Au Cameroun, le colonel-magistrat, Pierrot Narcisse Nzie, a rendu sa décision le 29 février : il clôt l'information judiciaire et renvoie à présent l'affaire Zogo devant le tribunal militaire de Yaoundé. Dix-sept accusés, tous détenus, seront jugés. Un procès très attendu pour des faits allant de la conspiration, à la torture et l'assassinat de l'animateur radio, Arsène Salomon Mbani Zogo, dit « Martinez » Zogo, en janvier 2023.
En attendant de connaître la date d'ouverture du procès, plusieurs parties demandent déjà que les débats soient retransmis à la radio et à la télévision « pour éviter les pressions et que le public se fasse une idée claire », explique l'avocat d'un des accusés.
À la lecture de l'ordonnance de règlement qui marque la fin de l'information judiciaire - autrement dit l'enquête - par le troisième juge d'instruction militaire en charge de l'affaire depuis l'assassinat de Martinez Zogo, les avocats des différentes parties ne cachent pas leur malaise, chacun pour des raisons différentes. « Nous sommes soulagés que l'enquête soit terminée et qu'on se dirige vers un procès », déclare Me Calvin Job, qui représente plusieurs membres de la famille du défunt Martinez Zogo. Mais les conclusions du juge telles que présentées lui inspirent « beaucoup de confusion ».
Pourquoi, par exemple, les seuls accusés présentés comme de possibles commanditaires - l'ancien patron de la DGRE (le service de contre-espionnage camerounais), Léopold Maxime Eko Eko, et le patron du groupe de presse L'Anecdote, Jean-Pierre Amougou Belinga - ne sont-ils pas mis en cause pour « complicité d'assassinat », mais uniquement pour « complicité de torture » ? Pour le collectif de défense du commissaire-divisionnaire Eko Eko, il y avait pourtant « un amoncellement d'éléments disculpatoires irréfutables » et « les récents développements laissaient présager une instruction nettement plus objective du dossier ».
Questions autour de la date de découverte du corps
Me Charles Tchoungang, avocat de Jean-Pierre Amougou Belinga, parle « d'un atterrissage forcé » au sujet des conclusions du juge d'instruction militaire. L'ancien bâtonnier s'étonne ainsi de voir d'un côté le réquisitoire définitif du commissaire du gouvernement et de l'autre, l'ordonnance du juge, tous deux datés du même jour, sans délai de latence, de réflexion ou de rédaction.

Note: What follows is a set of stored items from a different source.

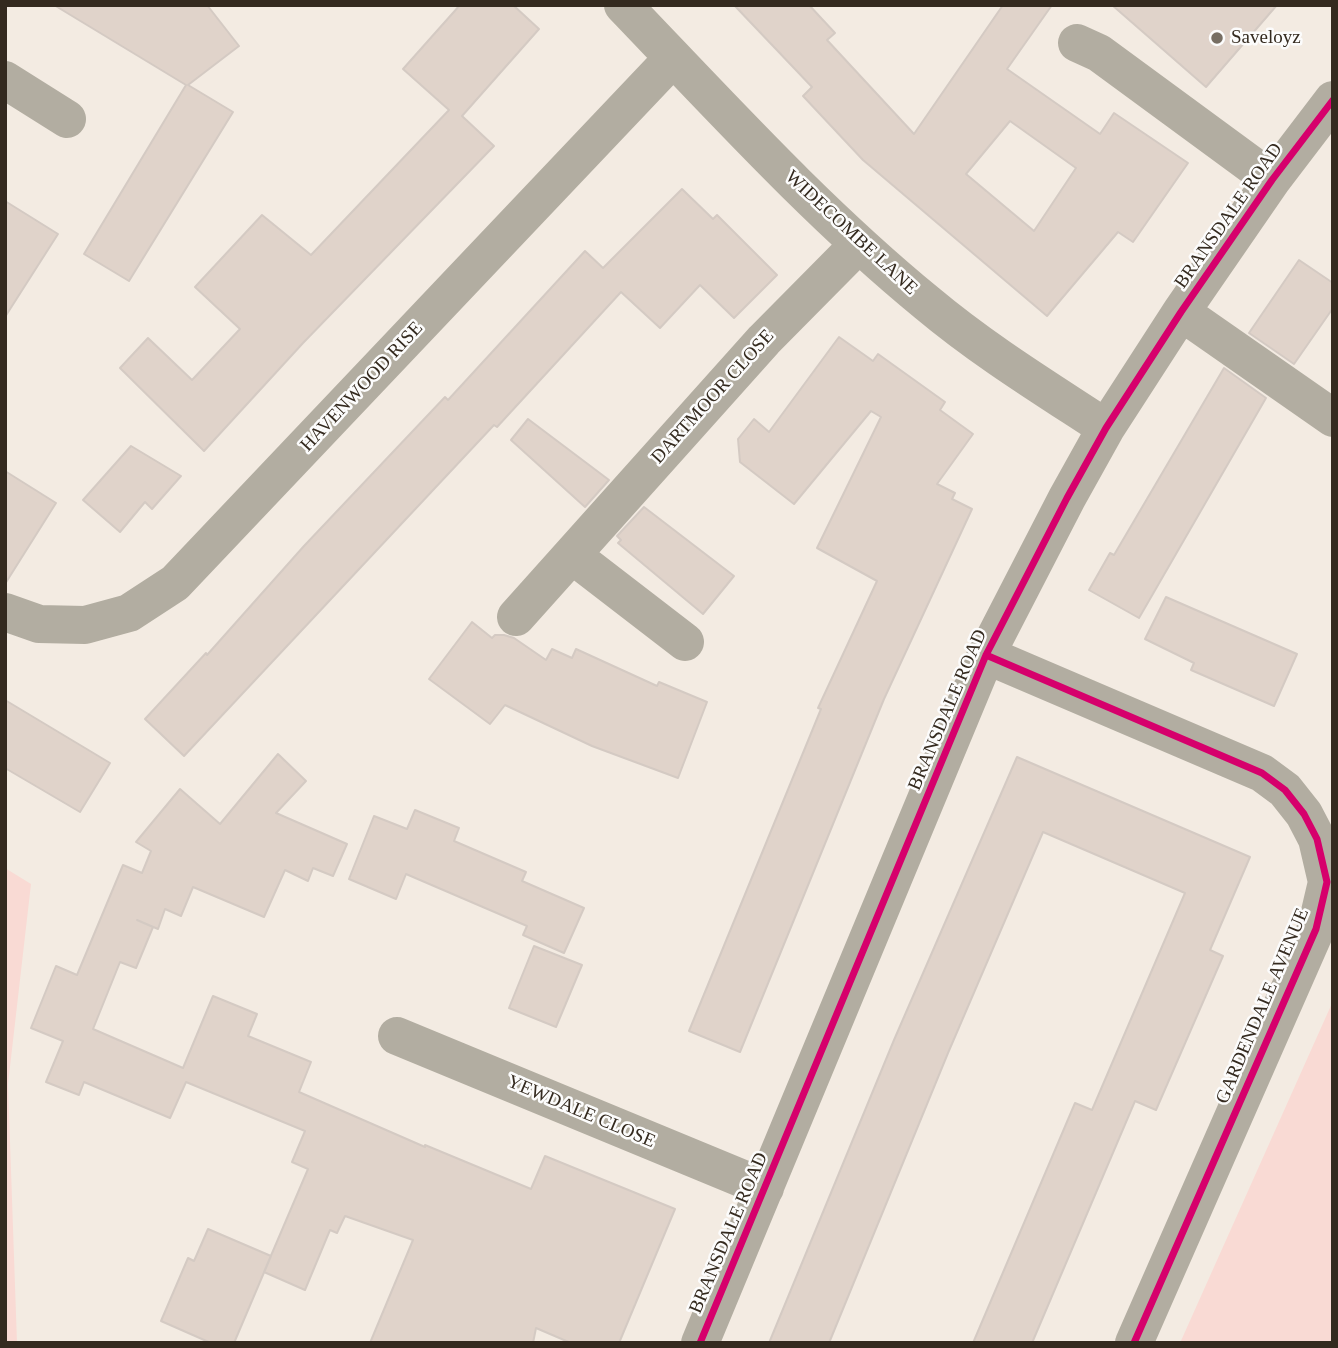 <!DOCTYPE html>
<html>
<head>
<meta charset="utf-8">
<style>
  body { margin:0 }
  #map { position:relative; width:1338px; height:1348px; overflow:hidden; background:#f3ebe2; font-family:Georgia,serif }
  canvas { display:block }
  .frame { position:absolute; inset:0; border:7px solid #342a1f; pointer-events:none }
</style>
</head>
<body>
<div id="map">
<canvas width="1338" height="1348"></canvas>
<div class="frame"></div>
</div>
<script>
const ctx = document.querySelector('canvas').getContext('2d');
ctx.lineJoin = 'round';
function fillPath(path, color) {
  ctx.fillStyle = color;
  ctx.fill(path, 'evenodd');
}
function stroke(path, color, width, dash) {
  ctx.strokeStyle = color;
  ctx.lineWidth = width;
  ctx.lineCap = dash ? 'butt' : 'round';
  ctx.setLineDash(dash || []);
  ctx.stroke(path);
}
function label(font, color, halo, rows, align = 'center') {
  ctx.font = font + ' Georgia,serif';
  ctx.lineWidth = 5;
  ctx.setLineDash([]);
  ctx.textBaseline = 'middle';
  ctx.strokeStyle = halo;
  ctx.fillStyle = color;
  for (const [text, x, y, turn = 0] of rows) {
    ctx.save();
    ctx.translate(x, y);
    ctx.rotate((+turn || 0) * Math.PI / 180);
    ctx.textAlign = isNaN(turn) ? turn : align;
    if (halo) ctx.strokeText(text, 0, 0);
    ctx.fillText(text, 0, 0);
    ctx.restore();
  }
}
const green = new Path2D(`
  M5,868L31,884L8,1084L17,1343H5Z
  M1333,1001V1337L1330,1343H1180Z`);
const building = new Path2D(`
  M54,5H207L239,46L188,85L233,112L129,281L84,254L186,85Z
  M460,5H513L539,29L462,116L494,146L303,343L204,451L120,368L148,338L192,380L240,329L195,287L262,215L311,255L449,110L403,69Z
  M734,5H809L835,33L827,40L914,134L1003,5H1052L1007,69L1100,134L1114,113L1188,163L1133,242L1118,232L1047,316L863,160L803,96L812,87ZM1010,121L1076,168L1034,231L966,174Z
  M1112,5H1277L1206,87Z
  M682,189L713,219L717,215L777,275L734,318L700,285L660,328L621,292L497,427L494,425L184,756L145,719L206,653L207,655L304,546L445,397L448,400L585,251L603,268Z
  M5,201L58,234L5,317Z
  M1299,260L1333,283V308L1294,364L1249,333Z
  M839,337L873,361L878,354L945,402L940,410L973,434L937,484L955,493L952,499L972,509L884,699L740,1052L689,1031L821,709L818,708L877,581L817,548L881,417L871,411L794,504L740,462L738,439L754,419L769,432Z
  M1224,368L1266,398L1139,618L1089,590L1110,553L1114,555Z
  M528,419L609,480L585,507L511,440Z
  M131,446L181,476L152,509L145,502L120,532L83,500Z
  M5,471L56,503L5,584Z
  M644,507L734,576L703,614L618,543L621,540L617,536Z
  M1166,597L1297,654L1274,706L1191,670L1194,663L1145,639Z
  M472,622L492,638L495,635H504L514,638L546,660L552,649L572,658L576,649L657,686L659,682L707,702L678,778L592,746L505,705L490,724L429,679Z
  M5,700L110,763L80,812L5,768Z
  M278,754L306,781L276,813L347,844L333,876L313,868L308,881L285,870L264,917L193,887L181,916L165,909L158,929L137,920L153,927L136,968L120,962L93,1029L183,1068L213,996L257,1014L248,1036L311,1062L299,1092L425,1147V1145L531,1189L545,1156L675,1209L619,1343H571L536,1328L533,1343H370L413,1240L345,1216L337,1233L330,1230L305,1290L264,1272L308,1169L292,1162L305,1131L186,1082L170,1118L84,1082L79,1095L46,1082L63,1041L31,1028L56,966L77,975L123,865L142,873L151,851L136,842L180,789L220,824Z
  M1017,757L1250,857L1210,950L1223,956L1156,1110L1135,1101L1032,1343H973L1075,1103L1092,1110L1185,893L1043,832L948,1053L829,1343H769L894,1040Z
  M415,810L459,828L454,841L526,872L522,881L584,908L564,953L523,935L527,926L406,874L396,899L349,879L374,816L407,829Z
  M534,946L582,965L556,1027L509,1008Z
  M208,1229L271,1256L234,1343H211L161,1321L188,1258L194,1261Z`);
const minor = new Path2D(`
  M623,5C721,107 817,213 927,303C983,350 1045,388 1106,428
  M1077,43L1099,53L1272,180
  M5,80L67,119
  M1181,312L1333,418
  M572,555L685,642
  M5,612L39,624L85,625L129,613L175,583L673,58
  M516,617L764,340L859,244
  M986,655L1262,773L1285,790L1304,814L1317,839L1327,882L1316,929L1134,1343
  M397,1036L765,1188
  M700,1343L986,655L1067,498L1106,428L1181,312L1272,180L1333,100`);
const cycleway = new Path2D(`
  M986,655L1262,773L1285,790L1304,814L1317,839L1327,882L1316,929L1134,1343
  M700,1343L986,655L1067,498L1106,428L1181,312L1272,180L1333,100`);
const markers = [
  [1217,38,7,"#776e63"]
];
const poiNames = [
  ["Saveloyz",1231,38]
];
const streetNames = [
  ["BRANSDALE ROAD",1229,216,-55],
  ["WIDECOMBE LANE",851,233,43],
  ["HAVENWOOD RISE",362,387,-47],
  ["DARTMOOR CLOSE",713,397,-48],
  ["BRANSDALE ROAD",948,710,-67],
  ["GARDENDALE AVENUE",1263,1006,-67],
  ["YEWDALE CLOSE",581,1112,23],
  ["BRANSDALE ROAD",729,1233,-67]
];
fillPath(green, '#f9dad4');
fillPath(building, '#e0d3ca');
stroke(building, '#d4cac3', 2);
stroke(minor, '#b2ada1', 38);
stroke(cycleway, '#d6006c', 7);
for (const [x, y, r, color] of markers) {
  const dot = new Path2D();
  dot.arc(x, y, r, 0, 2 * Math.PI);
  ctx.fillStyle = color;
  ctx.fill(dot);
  stroke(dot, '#fcfcfc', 2.5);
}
label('19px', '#342a1f', '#fcfcfc', poiNames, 'left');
label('19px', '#342a1f', '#fcfcfc', streetNames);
</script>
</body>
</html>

Est-ce un signe de précipitation ? La date indiquée en introduction pour la découverte du corps de Martinez Zogo est erronée. Il est inscrit « 23 janvier », alors que c'est tôt le matin du dimanche 22 janvier 2023 que les proches du présentateur sont appelés pour identifier le corps découvert à Soa, au quartier Ebogo, à environ 25 kilomètres au nord-ouest de Yaoundé.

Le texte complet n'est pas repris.